* _DATASET EXTRACT_
******************************

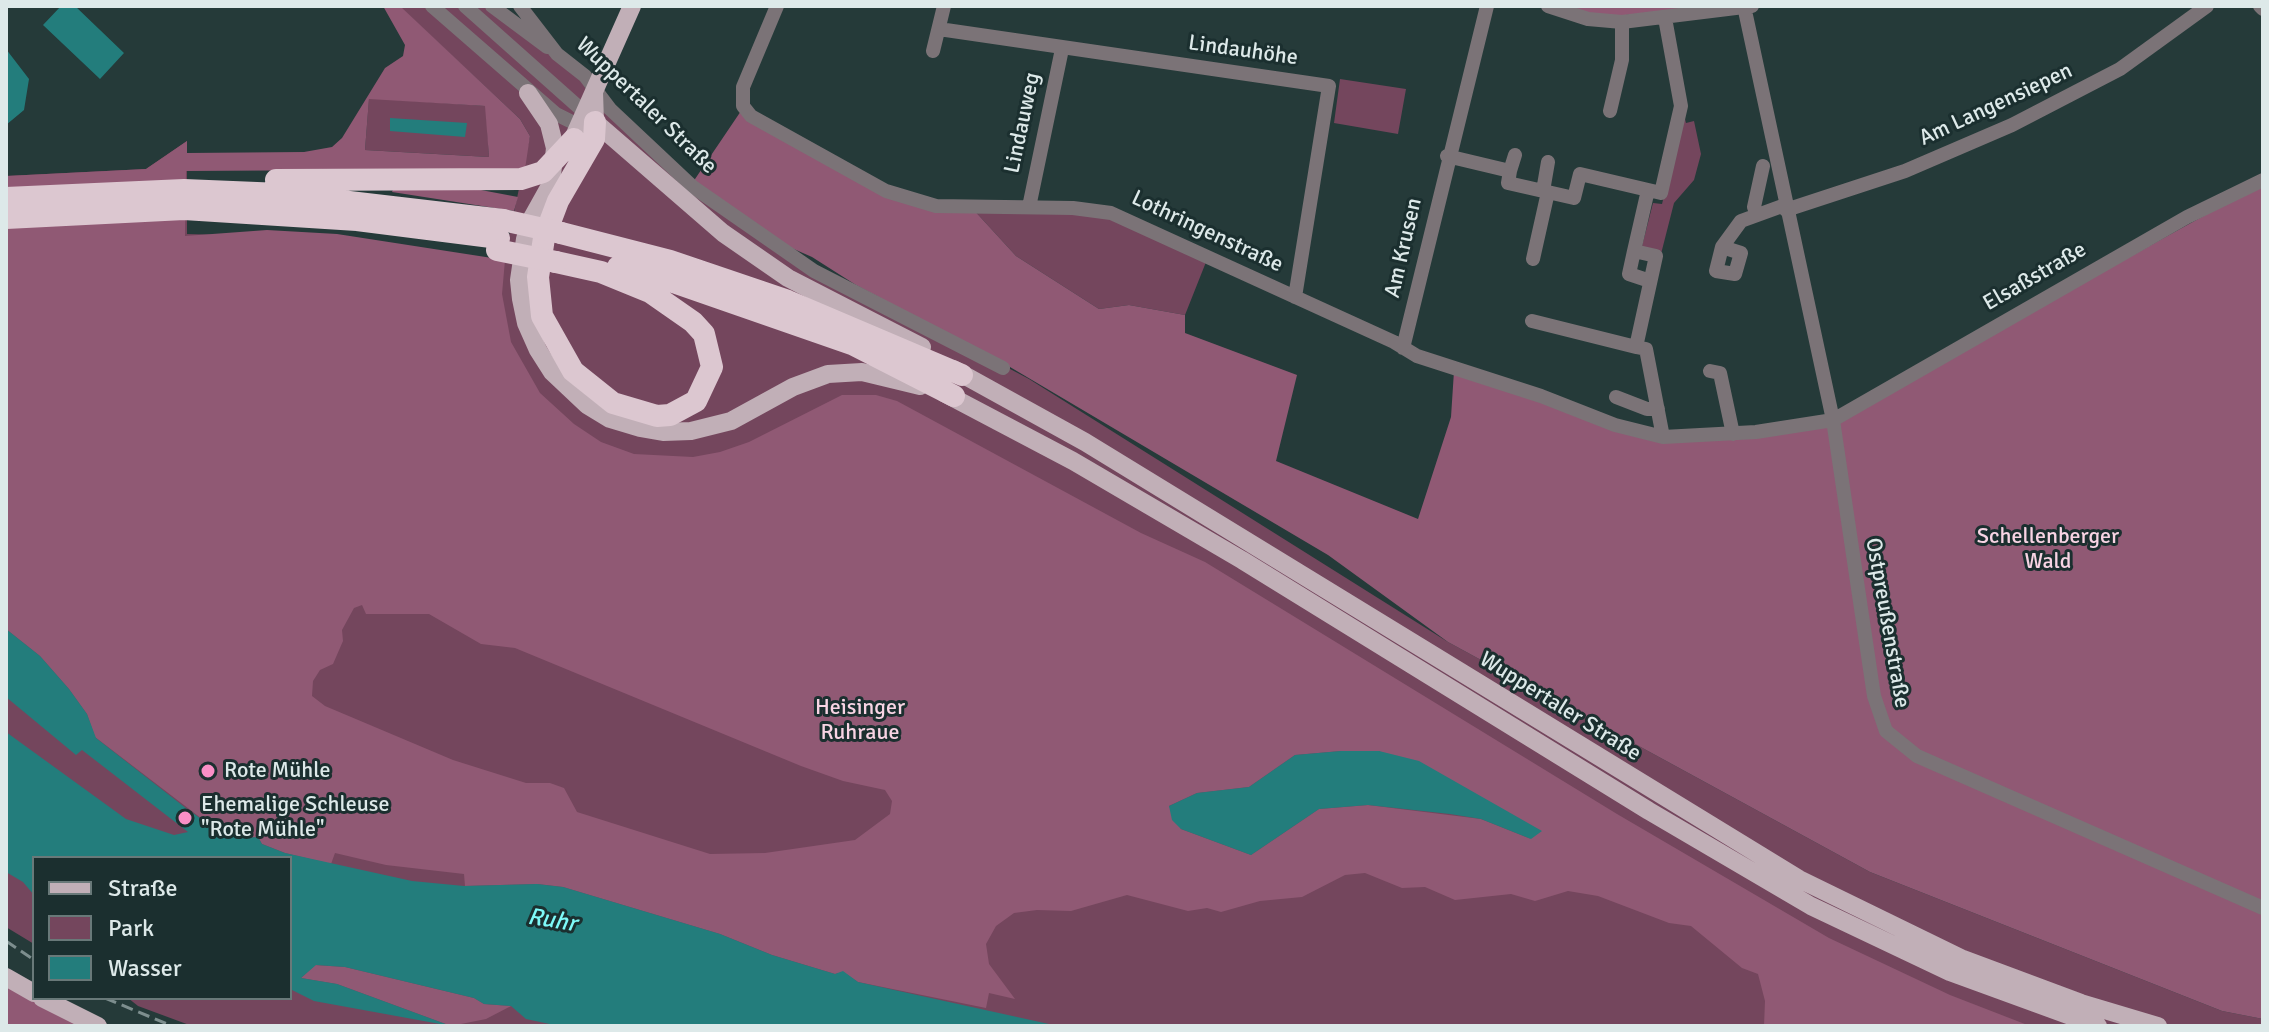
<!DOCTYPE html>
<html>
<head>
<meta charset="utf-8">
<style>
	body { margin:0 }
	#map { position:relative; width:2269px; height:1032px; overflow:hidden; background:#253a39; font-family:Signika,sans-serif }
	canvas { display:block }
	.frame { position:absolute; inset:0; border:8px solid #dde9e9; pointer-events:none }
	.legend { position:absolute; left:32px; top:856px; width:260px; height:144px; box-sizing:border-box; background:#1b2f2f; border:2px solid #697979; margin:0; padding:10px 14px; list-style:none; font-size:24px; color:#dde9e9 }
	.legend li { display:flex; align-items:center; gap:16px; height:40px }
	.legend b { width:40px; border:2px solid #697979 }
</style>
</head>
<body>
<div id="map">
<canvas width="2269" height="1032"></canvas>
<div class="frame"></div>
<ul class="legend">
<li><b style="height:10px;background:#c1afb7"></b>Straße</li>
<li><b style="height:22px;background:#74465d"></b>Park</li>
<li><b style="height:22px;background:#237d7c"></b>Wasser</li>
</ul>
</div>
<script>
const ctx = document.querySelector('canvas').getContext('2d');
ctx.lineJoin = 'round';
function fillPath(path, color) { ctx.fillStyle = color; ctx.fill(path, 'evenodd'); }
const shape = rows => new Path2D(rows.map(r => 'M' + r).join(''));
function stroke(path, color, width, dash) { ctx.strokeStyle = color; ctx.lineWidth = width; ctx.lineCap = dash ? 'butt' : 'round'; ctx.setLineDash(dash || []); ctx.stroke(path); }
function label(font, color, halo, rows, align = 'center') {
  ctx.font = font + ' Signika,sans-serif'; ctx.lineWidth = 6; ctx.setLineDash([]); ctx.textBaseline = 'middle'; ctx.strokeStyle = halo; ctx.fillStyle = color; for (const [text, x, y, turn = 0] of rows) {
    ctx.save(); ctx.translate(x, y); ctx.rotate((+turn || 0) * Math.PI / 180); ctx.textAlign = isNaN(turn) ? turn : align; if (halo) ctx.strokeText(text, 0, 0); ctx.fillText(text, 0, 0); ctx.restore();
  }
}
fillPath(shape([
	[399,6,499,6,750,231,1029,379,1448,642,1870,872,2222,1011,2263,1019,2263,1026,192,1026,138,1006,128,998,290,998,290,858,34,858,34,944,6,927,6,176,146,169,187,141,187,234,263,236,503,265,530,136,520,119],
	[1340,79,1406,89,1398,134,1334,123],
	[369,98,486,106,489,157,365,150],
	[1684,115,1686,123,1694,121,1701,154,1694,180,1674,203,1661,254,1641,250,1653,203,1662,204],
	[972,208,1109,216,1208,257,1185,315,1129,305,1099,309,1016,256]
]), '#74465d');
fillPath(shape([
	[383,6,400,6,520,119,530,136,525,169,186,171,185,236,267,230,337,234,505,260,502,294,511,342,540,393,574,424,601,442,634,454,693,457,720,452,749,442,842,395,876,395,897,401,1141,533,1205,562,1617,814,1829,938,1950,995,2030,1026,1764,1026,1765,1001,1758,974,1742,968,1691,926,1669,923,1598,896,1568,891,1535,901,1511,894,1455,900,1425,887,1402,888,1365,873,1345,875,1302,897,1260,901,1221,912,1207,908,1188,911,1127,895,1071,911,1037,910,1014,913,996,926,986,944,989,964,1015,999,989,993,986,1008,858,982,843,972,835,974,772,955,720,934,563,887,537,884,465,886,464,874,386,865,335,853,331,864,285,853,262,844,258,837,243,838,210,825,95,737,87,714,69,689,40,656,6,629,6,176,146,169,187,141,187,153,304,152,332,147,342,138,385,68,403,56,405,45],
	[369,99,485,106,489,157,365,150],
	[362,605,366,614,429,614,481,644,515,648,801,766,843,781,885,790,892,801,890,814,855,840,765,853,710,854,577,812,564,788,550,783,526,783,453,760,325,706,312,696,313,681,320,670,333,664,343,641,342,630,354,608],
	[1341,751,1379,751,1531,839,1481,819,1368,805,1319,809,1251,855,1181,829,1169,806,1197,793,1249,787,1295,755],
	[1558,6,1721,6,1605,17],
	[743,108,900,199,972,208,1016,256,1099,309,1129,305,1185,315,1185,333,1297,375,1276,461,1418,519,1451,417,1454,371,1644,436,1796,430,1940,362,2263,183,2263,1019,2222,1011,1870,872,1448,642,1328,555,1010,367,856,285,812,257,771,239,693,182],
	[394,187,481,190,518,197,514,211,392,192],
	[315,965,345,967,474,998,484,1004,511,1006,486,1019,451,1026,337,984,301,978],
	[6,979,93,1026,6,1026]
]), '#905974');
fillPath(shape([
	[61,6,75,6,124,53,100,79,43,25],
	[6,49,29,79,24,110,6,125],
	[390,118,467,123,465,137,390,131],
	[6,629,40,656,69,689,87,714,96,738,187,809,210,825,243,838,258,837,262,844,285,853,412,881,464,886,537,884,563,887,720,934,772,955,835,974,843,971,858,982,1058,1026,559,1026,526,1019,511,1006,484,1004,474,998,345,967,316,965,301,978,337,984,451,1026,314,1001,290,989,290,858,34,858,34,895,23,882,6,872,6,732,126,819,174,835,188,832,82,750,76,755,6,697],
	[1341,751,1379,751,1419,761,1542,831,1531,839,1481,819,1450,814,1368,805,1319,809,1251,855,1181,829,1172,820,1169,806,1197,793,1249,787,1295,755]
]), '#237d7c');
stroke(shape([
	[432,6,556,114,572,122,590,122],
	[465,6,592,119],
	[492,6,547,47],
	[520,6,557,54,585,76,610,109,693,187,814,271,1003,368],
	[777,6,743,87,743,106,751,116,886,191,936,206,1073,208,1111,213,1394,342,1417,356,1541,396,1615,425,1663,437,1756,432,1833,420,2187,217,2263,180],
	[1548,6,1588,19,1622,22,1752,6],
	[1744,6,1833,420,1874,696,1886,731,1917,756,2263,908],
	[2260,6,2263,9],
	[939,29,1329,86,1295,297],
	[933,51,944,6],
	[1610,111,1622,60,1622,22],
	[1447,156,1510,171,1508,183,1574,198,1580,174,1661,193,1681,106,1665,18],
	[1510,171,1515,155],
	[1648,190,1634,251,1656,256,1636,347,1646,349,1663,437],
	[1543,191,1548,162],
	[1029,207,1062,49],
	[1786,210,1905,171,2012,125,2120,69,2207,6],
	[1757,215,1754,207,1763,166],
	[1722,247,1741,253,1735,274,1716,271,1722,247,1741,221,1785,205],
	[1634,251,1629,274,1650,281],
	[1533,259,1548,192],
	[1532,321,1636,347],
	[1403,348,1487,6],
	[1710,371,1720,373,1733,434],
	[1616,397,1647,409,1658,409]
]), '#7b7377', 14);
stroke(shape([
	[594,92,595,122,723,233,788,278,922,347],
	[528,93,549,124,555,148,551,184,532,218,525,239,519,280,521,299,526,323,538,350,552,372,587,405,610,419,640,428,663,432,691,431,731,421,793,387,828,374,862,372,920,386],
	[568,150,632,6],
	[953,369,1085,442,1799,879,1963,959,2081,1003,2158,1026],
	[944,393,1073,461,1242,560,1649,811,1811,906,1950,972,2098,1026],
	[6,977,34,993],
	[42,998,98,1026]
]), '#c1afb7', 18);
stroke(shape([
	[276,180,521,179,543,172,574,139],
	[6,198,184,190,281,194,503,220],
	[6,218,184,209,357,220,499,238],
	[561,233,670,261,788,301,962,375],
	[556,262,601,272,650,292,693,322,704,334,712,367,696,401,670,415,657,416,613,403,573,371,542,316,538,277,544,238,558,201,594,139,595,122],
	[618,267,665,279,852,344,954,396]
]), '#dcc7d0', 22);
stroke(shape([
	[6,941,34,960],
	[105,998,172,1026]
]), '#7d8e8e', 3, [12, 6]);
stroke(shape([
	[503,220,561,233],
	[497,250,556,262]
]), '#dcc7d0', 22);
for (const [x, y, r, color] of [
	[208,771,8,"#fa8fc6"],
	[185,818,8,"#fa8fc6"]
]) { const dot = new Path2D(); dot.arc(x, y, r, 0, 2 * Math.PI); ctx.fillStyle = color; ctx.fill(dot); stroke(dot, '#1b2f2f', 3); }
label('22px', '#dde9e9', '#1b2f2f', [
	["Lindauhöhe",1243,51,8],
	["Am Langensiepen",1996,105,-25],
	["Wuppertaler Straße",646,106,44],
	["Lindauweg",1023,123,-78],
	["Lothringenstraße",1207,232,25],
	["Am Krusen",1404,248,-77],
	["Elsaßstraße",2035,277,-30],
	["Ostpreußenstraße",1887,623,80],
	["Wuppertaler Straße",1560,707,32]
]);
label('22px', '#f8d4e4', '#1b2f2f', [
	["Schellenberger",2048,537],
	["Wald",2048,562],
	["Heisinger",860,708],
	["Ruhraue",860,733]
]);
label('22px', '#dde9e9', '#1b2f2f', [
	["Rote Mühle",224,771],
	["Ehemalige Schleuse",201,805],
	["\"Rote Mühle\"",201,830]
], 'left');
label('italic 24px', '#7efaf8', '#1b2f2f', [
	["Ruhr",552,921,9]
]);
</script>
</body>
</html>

******************************

* _EXERCISE INSTRUCTIONS_
Within the material above, find every line containing the word "display" and copy it.

* _RESPONSE BOX_
	canvas { display:block }
	.legend li { display:flex; align-items:center; gap:16px; height:40px }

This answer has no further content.